Directions: Show all lines of the entries in which the word "controls" is found.

[Given data Boundary: Start]

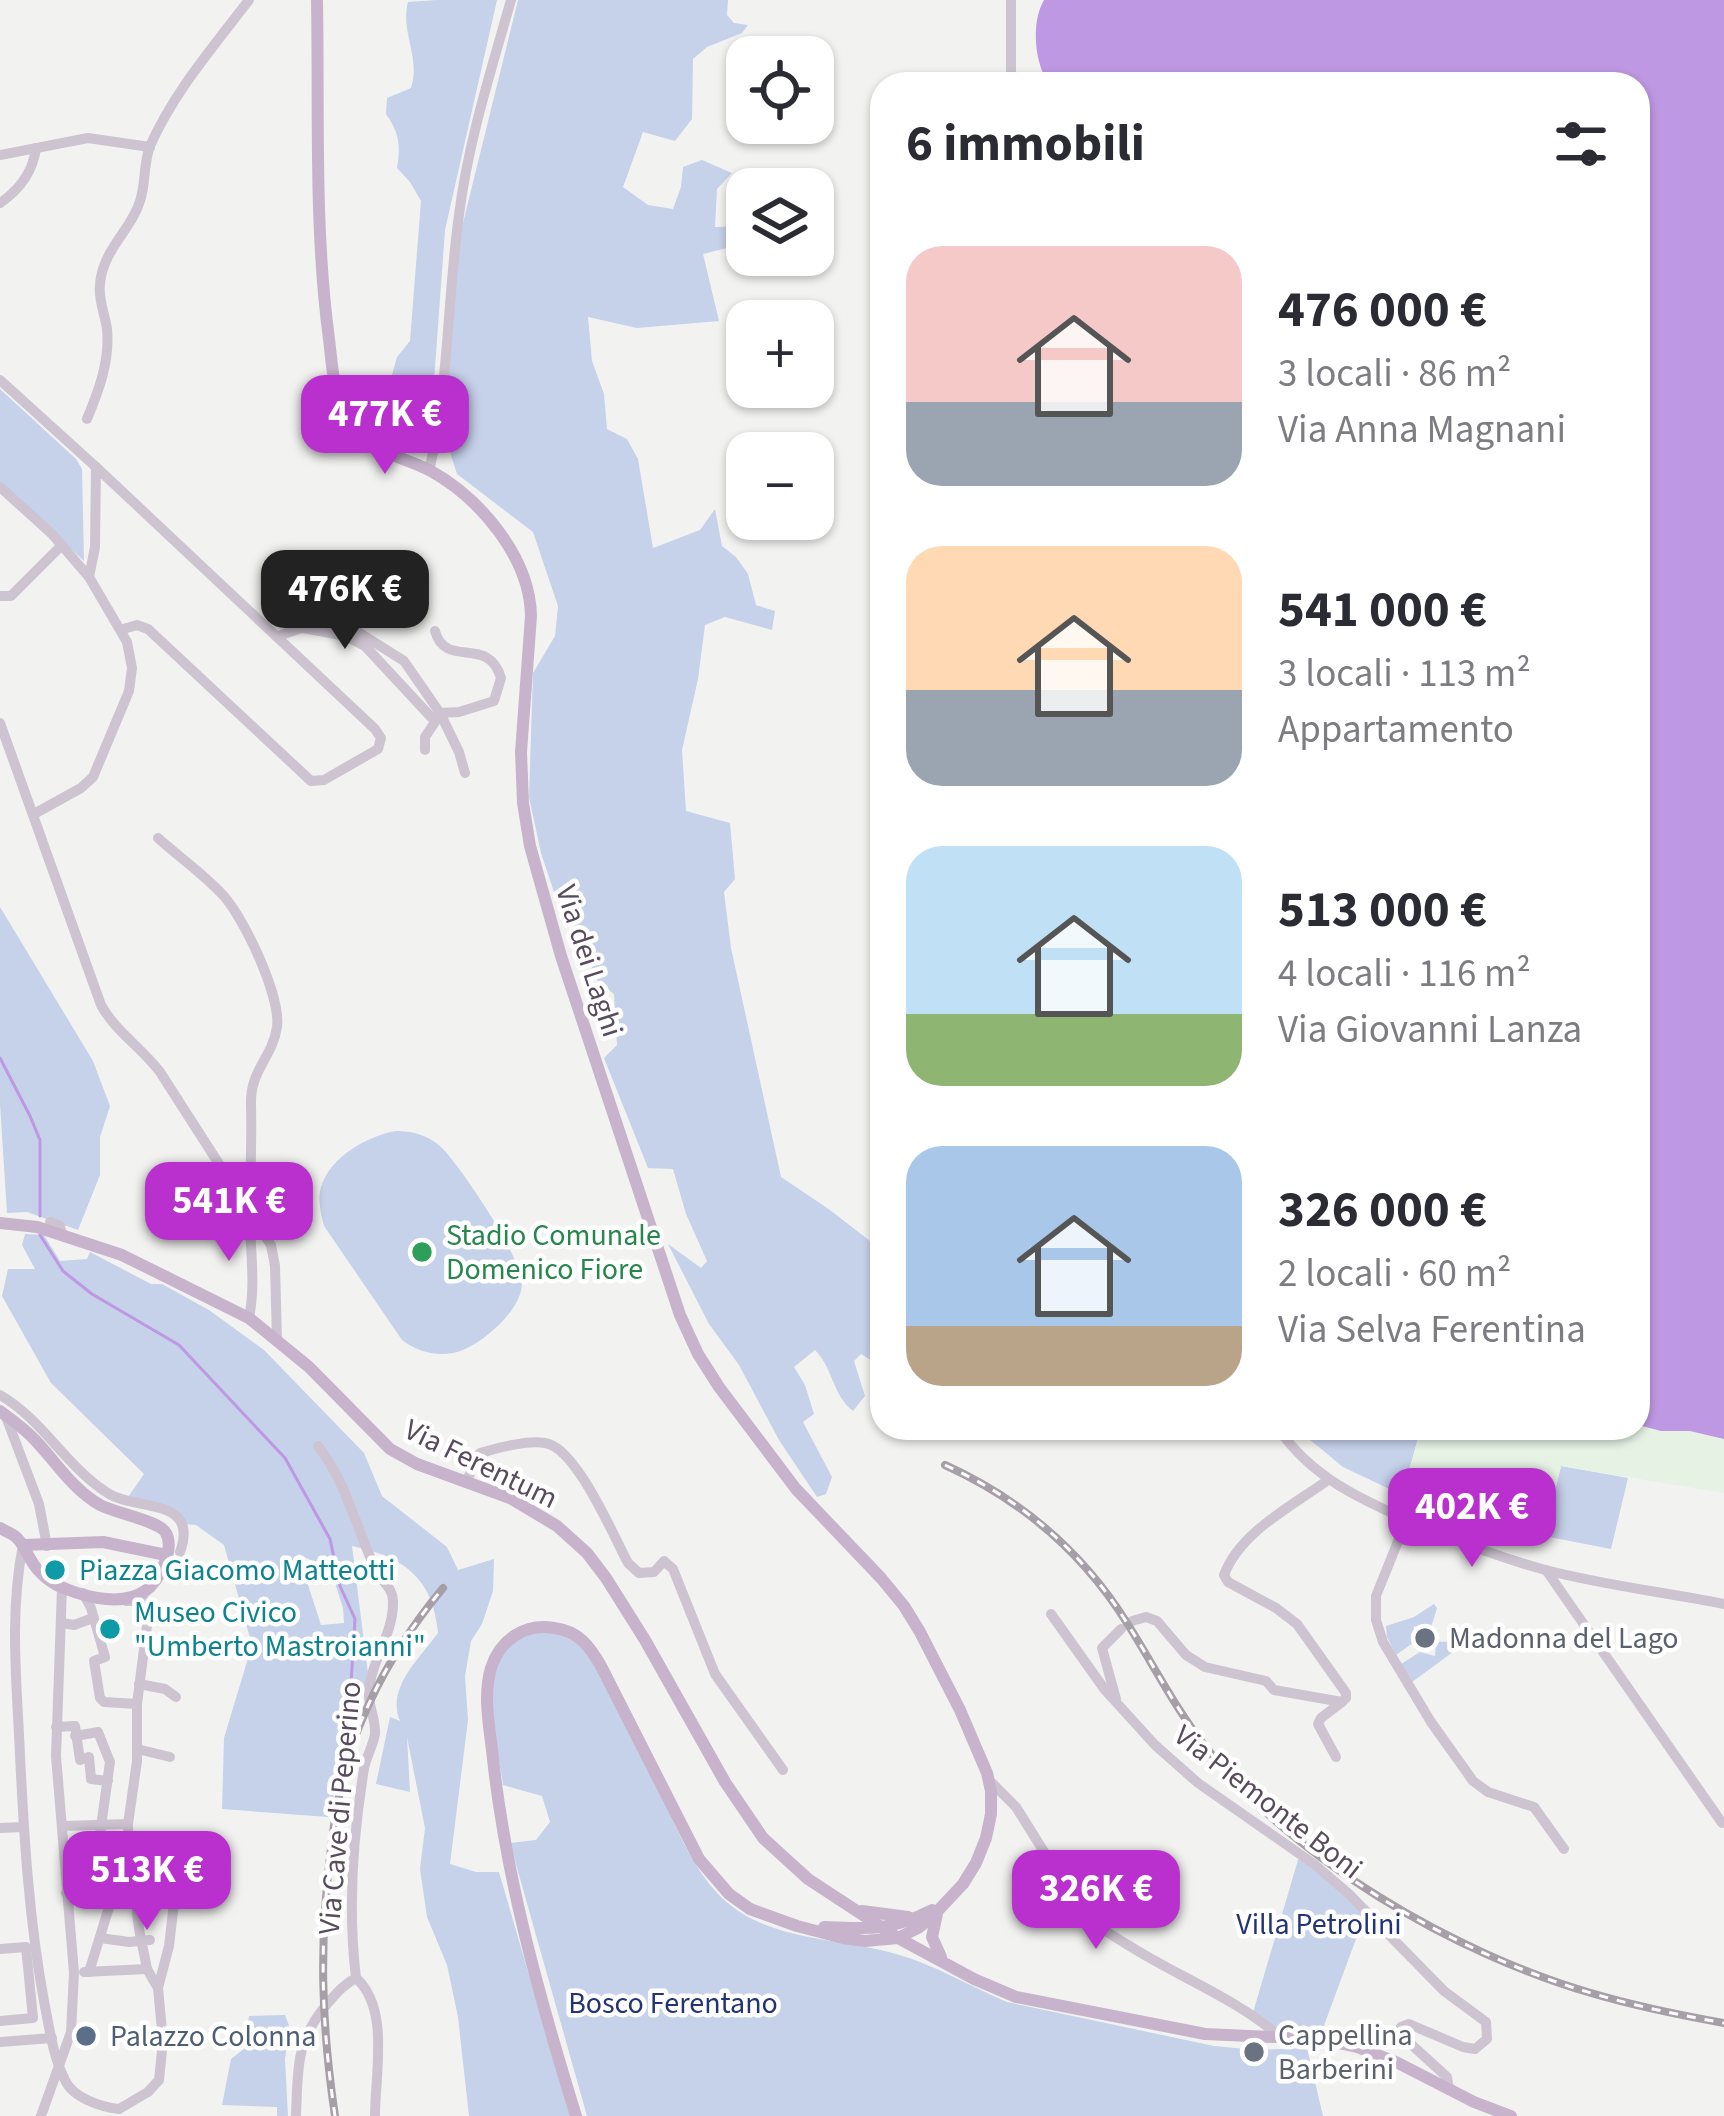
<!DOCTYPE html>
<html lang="it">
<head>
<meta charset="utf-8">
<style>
	:root { --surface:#fff; --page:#f7f7f7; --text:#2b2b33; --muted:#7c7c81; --accent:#b930ce }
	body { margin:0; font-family:"Source Sans 3",sans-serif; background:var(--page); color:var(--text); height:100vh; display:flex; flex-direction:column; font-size:45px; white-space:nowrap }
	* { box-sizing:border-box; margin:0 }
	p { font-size:39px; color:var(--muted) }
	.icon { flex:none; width:66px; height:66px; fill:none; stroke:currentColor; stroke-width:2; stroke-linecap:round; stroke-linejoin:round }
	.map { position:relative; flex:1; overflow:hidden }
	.panel { position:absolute; left:870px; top:72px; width:780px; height:1368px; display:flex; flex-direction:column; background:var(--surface); border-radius:36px; box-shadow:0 3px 9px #0004 }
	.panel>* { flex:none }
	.controls { position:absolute; left:726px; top:36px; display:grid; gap:24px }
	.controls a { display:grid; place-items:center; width:108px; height:108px; border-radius:24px; background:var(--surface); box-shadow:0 3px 9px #0004; font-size:60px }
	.price { position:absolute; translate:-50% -102px; padding:0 27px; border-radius:24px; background:var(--accent); color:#fff; font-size:39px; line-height:78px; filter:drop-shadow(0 3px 6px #0008) }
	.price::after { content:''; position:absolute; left:50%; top:72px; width:36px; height:27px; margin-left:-18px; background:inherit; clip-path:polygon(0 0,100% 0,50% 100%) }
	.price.selected { background:#222; color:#fff }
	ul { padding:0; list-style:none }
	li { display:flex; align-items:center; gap:36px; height:300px; padding:0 36px }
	li span { display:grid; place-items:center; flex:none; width:336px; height:240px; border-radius:36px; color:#555 }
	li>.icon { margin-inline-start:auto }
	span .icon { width:144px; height:144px; fill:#fffc; stroke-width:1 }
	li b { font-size:51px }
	h2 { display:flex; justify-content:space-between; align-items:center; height:144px; padding:0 36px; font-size:51px }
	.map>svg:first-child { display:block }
	.green { fill:#c6d1ea; fill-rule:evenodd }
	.sand { fill:#e5f2e4 }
	.water { fill:#be98e2 }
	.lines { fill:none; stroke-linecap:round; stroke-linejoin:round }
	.stream { stroke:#be98e2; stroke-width:3 }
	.minor { stroke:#cec4d1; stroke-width:10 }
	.major { stroke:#c7b4cc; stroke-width:12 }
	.rail-casing { stroke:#a69fa7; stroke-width:8 }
	.rail { stroke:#fff; stroke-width:3; stroke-dasharray:9; stroke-linecap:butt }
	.leisure-dot { fill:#2e9e5b; stroke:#fff; stroke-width:4.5 }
	.culture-dot { fill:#0f9aa8; stroke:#fff; stroke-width:4.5 }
	.worship-dot { fill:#6b7280; stroke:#fff; stroke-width:4.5 }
	.service-dot { fill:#5c6f8a; stroke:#fff; stroke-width:4.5 }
	.labels { text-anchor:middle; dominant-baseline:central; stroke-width:9; stroke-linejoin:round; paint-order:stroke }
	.street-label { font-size:30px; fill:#584b5c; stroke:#fff }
	.leisure-label { font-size:30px; fill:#27864d; stroke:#fff; text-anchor:start }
	.culture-label { font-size:30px; fill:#0d838f; stroke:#fff; text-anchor:start }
	.worship-label { font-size:30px; fill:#5b616d; stroke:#fff; text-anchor:start }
	.park-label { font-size:30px; fill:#233476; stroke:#fff }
	.service-label { font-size:30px; fill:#4e5e75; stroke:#fff; text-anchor:start }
</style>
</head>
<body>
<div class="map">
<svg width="1724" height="2116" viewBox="0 0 1724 2116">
	<rect width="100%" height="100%" fill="#f2f3f1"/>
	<!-- green -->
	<g class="green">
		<path d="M437,0h60l-52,230 -13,179 -13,25 -12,9 -21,-3 -20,-10 5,-7 28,-3 6,-9 -4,-18 -9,-18 5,-18 13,-16 11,-140 -11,-19 -13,-14c4,-22 2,-36 -11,-54l1,-16 24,-10c10,-31 -11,-56 -3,-86z"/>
		<path d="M518,0h210l-1,15 7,8 14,2 -6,8 -35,14 -14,12 -1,60 -17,22 -32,-9 -20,55 25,18 25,4 8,-22 2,-20 19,-7 30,13 -15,16 -2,38 32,-1v17l-44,11 16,67 -82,7 -49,-11 4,44 12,33 3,35 20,10 11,20 15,89 47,-18 15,-21 7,37 14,11 12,17 8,31 19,6 -3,19 -47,-13 -20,8 -7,54 -16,71 4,61 44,12 5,56 -11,13 7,56 50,229 49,33 49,38 3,9v110l-21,-13 -7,7 11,35 -12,15c-20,-15 -20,-43 -38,-61l-21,17 11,18 9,29 -11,8 29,55 -6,17 -9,3 -38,-57 -40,-75 -30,-41 -41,-80 33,24 6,-7 -21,-47 -13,-45 -25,-1 -44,-110 13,-13 -3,-51 -17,-14 -21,-51 -21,-34 -14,-42 -12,-56 4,-124 22,-37 3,-30 -25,-74 -76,-58 -10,-31 -4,-27 17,-181z"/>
		<polygon points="0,389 76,459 82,469 84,561 0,482"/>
		<polygon points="0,907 93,1061 110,1106 100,1137 100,1175 78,1230 27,1212 7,1213 0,1104"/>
		<path d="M396,1131c17,0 31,4 44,15 19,17 81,111 82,136 1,26 -36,59 -59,68 -19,8 -43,4 -61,-10l-78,-114c-3,-13 -7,-26 -3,-39 9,-30 46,-51 75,-56z"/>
		<path d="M25,1234l19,1 16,26 27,-2 3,-7 61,32h11l47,26 55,40 100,103 18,43 65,51 11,23 36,-11 -1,32 -11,33 -11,17 -6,35 3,44 -18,144 26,8h23l71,244h-101l-11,-99 -11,-52 -20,-48 -7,-48 5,-41 -18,-91 3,55 -34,-8 14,-67 10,4c-14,-33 19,-62 38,-88 -5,-56 -35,-76 -86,-87l16,128 -40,143 -106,-8 2,-71 28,-93 -28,-100 -28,-20 -12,-1 -8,-11 -50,-13 18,-26 -93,-91 -49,-87 6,-27h27l-13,-24zM298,1554l33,16 12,38 1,15 -23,2z"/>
		<polygon points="1300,1428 1421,1428 1402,1495 1343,1467 1303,1434"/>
		<polygon points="1561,1466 1628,1478 1611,1549 1544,1536"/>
		<polygon points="1434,1604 1437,1608 1430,1631 1414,1626 1413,1643 1396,1655 1387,1637 1386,1626 1414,1617"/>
		<path d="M535,1630c32,3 41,6 60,32 20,42 41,83 62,125 21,42 39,95 80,123 45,31 107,29 159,44 40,11 73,32 111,48l207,44 42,4 51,-2 16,68h-736l-77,-273 26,-3 14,-18 -8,-26 -39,-11c-5,-35 -23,-103 1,-132 8,-10 20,-17 31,-23z"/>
		<polygon points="1462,1641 1464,1644 1412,1682 1401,1664 1420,1652 1435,1656 1436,1642"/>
		<polygon points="1300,1853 1366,1912 1319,2039 1282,2038 1252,2016"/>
		<polygon points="285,2015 290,2028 285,2059 288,2116 277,2116 277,2107 222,2105 231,2059 244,2049 249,2016"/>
	</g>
	<!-- sand -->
	<polygon class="sand" points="1638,1425 1661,1431 1687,1428 1724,1435 1724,1493 1561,1466 1544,1536 1402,1495 1421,1428 1638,1428"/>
	<!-- water -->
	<path class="water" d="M1044,0h680v1439l-34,-8h-29l-23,-6v-1341h-589c-15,-21 -18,-62 -5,-84z"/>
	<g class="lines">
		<!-- stream -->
		<g class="stream">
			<polyline points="0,1058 30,1116 40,1140 40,1216"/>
			<polyline points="40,1235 63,1271 92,1294 179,1345 285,1458 330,1539 340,1586 355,1619 351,1684"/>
		</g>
		<!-- minor -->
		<g class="minor">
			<polyline points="1011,0 1011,84"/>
			<polyline points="0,155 88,138 150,147"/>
			<path d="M0,203c19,-13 33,-31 36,-55"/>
			<polyline points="0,380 96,467"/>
			<path d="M87,419c12,-29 23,-58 20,-90 -2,-15 -9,-29 -7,-45 3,-35 32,-55 40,-83 6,-18 3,-36 10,-55 24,-54 63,-99 99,-146"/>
			<path d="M429,471c20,-85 18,-171 30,-256 9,-73 32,-144 52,-215"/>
			<polyline points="0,487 52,534 89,577"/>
			<polyline points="0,596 11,596 62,545"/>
			<polyline points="303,628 346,636 365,646 431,717"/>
			<path d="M278,636l41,-14h14l25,10 46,29 36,52 19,-1 35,-11 7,-23c-13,-44 -55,-8 -66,-47"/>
			<polyline points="440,713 459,752 465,773"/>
			<path d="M0,723l101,282c15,27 41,43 59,67l111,173 4,21 2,74"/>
			<polyline points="425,750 425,737 439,716"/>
			<polyline points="34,814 81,788 93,777 129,691 132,668 127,642 89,577 95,547 96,467 375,729 381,738 378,749 324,780 311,781 148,629 137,625 120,630"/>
			<path d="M158,838c20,18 44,35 63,55 22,22 60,103 56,134 -5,32 -27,42 -26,78 1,37 -1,74 -1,111 0,35 6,68 -1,102"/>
			<polyline points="50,1222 60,1226 62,1234"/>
			<path d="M0,1395c42,24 65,70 106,97 29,20 94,4 74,60"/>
			<polyline points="5,1414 39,1504 47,1546"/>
			<path d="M1278,1428c33,49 82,71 134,94 42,18 86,35 130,47 59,16 122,23 182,35"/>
			<path d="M318,1446c29,37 38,83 58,124 6,12 17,18 17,31 1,32 -21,58 -24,88 -2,15 7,29 6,45 -2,12 -9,23 -11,35 -11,66 -16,142 -8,209"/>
			<path d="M466,1482l14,-29c19,-5 45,-13 65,-10 31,4 68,92 83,120l11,10 15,-1 10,-11 9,8 42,105 68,96"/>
			<polyline points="1407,1519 1376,1596 1376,1620 1383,1642 1431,1722 1473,1781 1488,1792 1534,1807 1564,1849"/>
			<path d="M23,1545c-14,70 -6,140 -3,210 4,82 9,165 24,246 5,25 9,56 21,79 8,18 36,27 54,29"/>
			<polyline points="1546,1570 1722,1823"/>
			<polyline points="83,1593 91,1608 105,1657 94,1661 100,1698 104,1702 137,1704"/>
			<polyline points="1051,1614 1105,1690 1155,1745 1198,1783 1314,1864 1349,1894 1444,1991 1486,2022 1487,2039 1475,2049 1463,2047 1409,2024 1401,2027 1402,2036 1447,2077 1449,2090"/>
			<path d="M1132,1621l14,-4 11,4 29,34 19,12 61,14 8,9 68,12 4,-4v-5l-49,-69 -21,-16 -48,-26 -4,-7c16,-43 68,-69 104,-95"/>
			<polyline points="62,1623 74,1625 93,1618"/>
			<polyline points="139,1684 165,1689 176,1697"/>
			<polyline points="1116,1699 1102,1648 1121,1629"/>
			<polyline points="56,1727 75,1726 80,1760 89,1757 91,1779 108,1781"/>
			<polyline points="75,1736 98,1732 110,1762 99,1841 98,1870 120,1873"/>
			<polyline points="137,1749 170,1757"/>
			<polyline points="1336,1757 1318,1724 1321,1718 1342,1702"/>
			<path d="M989,1780l27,27 63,101c15,17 34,28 54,40 48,30 106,52 148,90"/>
			<polyline points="63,1826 128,1824"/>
			<polyline points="0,1828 23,1827"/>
			<path d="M128,1846c13,19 7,43 9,66 1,19 7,39 10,57"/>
			<polyline points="66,1893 113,1896"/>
			<polyline points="100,1938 129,1942 150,1940"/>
			<polyline points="0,1949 26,1947 33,2018 0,2021"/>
			<polyline points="84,1972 147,1969 158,1988 163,2041 159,2080 148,2092 119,2109"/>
			<polyline points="89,1972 128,1846 128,1824 137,1761 137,1704 149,1610 145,1601 126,1601"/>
			<polyline points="158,1988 169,1946 176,1886"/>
			<polyline points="0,2042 52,2038"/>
			<polyline points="41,2116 71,2032 74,1973 56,1756 62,1588"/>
			<path d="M296,2116c2,-46 -1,-74 31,-112 9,-10 17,-20 29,-26 34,30 19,96 19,138"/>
		</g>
		<!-- major -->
		<g class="major">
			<path d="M317,0c2,113 -3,227 12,339 3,26 5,58 17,81 17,31 56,36 85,51 50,28 99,87 100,145l-10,136 2,51 7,43 31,110 119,359 18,39 21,33 77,102 85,89 23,28 16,26 40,78 27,63 4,18v23l-5,24 -10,25 -13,21 -31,33 -14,11 -20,10 -33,3 -22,-3 -46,-12 -47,-17 -21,-15 -30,-35 -98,-193c-12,-21 -23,-35 -47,-38 -30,-5 -54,12 -63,40 -8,27 -2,56 1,82 13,126 47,246 84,366"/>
			<polyline points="0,1223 37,1227 122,1255 249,1318 309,1367 390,1449 417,1464 510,1498 557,1526 587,1553 606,1578 645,1640 725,1782 763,1838 808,1879 898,1938 974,1979 1016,1997 1205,2034 1319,2039 1357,2047 1396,2062 1474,2102 1511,2116"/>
			<path d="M0,1411c12,9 25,18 35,29 22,23 37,49 65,65 15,8 60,16 66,28 9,17 -7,48 -21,58 -21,15 -56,7 -79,-2 -14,-5 -28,-16 -35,-29 -5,-7 -8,-17 -15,-23 -5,-4 -11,-6 -16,-9"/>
			<polyline points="23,1545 103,1542 166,1555"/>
			<polyline points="862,1911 908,1917"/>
			<polyline points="937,1914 932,1937 941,1957"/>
			<path d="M824,1927c46,2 67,4 108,-17"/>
		</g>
		<!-- rail casing -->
		<g class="rail-casing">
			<g id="rail">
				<path d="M945,1465c77,35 137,86 182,158 26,41 48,85 78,123 86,113 251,208 386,247 44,13 88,22 133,30"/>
				<path d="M335,2116c-14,-95 -16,-173 -4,-268 5,-42 13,-87 30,-126 20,-49 48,-93 82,-134"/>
			</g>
		</g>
		<!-- rail -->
		<use href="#rail" class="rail"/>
	</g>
	<!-- markers -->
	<circle class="leisure-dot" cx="422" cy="1252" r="12"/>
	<g class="culture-dot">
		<circle cx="55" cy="1570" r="12"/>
		<circle cx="110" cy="1629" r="12"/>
	</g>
	<g class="worship-dot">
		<circle cx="1425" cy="1638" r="12"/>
		<circle cx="1254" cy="2052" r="12"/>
	</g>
	<circle class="service-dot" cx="86" cy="2036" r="12"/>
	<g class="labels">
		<!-- street labels -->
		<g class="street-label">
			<text transform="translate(589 961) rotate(72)">Via dei Laghi</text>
			<text transform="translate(481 1464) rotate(26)">Via Ferentum</text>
			<text transform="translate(1268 1802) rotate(38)">Via Piemonte Boni</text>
			<text transform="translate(340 1808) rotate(-85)">Via Cave di Peperino</text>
		</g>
		<!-- leisure labels -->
		<g class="leisure-label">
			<text x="446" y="1235">Stadio Comunale<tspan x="446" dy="34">Domenico Fiore</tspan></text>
		</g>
		<!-- culture labels -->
		<g class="culture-label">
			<text x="79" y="1570">Piazza Giacomo Matteotti</text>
			<text x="134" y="1612">Museo Civico<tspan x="134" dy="34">"Umberto Mastroianni"</tspan></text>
		</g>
		<!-- worship labels -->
		<g class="worship-label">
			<text x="1449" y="1638">Madonna del Lago</text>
			<text x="1278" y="2035">Cappellina<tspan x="1278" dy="34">Barberini</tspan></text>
		</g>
		<!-- park labels -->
		<g class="park-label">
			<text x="1319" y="1924">Villa Petrolini</text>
			<text x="673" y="2003">Bosco Ferentano</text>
		</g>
		<!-- service labels -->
		<g class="service-label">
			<text x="110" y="2036">Palazzo Colonna</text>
		</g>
	</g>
</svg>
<div class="controls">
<a><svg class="icon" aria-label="locate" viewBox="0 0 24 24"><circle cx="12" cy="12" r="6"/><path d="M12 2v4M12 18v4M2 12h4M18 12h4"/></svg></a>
<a><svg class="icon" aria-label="layers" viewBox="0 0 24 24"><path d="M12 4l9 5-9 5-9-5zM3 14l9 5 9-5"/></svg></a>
<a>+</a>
<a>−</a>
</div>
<b class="price" style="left:385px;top:477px">477K €</b>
<b class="price selected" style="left:345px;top:652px">476K €</b>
<b class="price" style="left:229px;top:1264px">541K €</b>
<b class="price" style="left:1472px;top:1570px">402K €</b>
<b class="price" style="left:147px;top:1933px">513K €</b>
<b class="price" style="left:1096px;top:1952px">326K €</b>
<section class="panel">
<h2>6 immobili<svg class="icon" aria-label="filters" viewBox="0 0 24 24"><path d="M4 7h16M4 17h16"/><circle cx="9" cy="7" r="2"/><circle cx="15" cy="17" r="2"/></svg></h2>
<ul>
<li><span style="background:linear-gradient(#f6c9c9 65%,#9aa5b1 0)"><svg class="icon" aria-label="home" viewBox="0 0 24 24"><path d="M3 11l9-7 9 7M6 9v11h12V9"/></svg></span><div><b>476 000 €</b><p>3 locali · 86 m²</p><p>Via Anna Magnani</p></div></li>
<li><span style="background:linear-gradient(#ffd9b3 60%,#9aa5b1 0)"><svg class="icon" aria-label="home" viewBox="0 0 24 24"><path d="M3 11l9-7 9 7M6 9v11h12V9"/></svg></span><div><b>541 000 €</b><p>3 locali · 113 m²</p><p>Appartamento</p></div></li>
<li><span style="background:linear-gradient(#bfe0f5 70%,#8fb573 0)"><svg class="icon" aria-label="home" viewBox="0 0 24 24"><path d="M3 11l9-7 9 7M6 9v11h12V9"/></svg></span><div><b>513 000 €</b><p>4 locali · 116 m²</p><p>Via Giovanni Lanza</p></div></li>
<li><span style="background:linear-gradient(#a9c7e8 75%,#b9a48a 0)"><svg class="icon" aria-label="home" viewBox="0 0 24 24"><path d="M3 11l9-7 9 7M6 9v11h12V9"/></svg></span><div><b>326 000 €</b><p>2 locali · 60 m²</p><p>Via Selva Ferentina</p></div></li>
</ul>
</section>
</div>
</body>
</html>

[Given data Boundary: End]

The answer:
	.controls { position:absolute; left:726px; top:36px; display:grid; gap:24px }
	.controls a { display:grid; place-items:center; width:108px; height:108px; border-radius:24px; background:var(--surface); box-shadow:0 3px 9px #0004; font-size:60px }
<div class="controls">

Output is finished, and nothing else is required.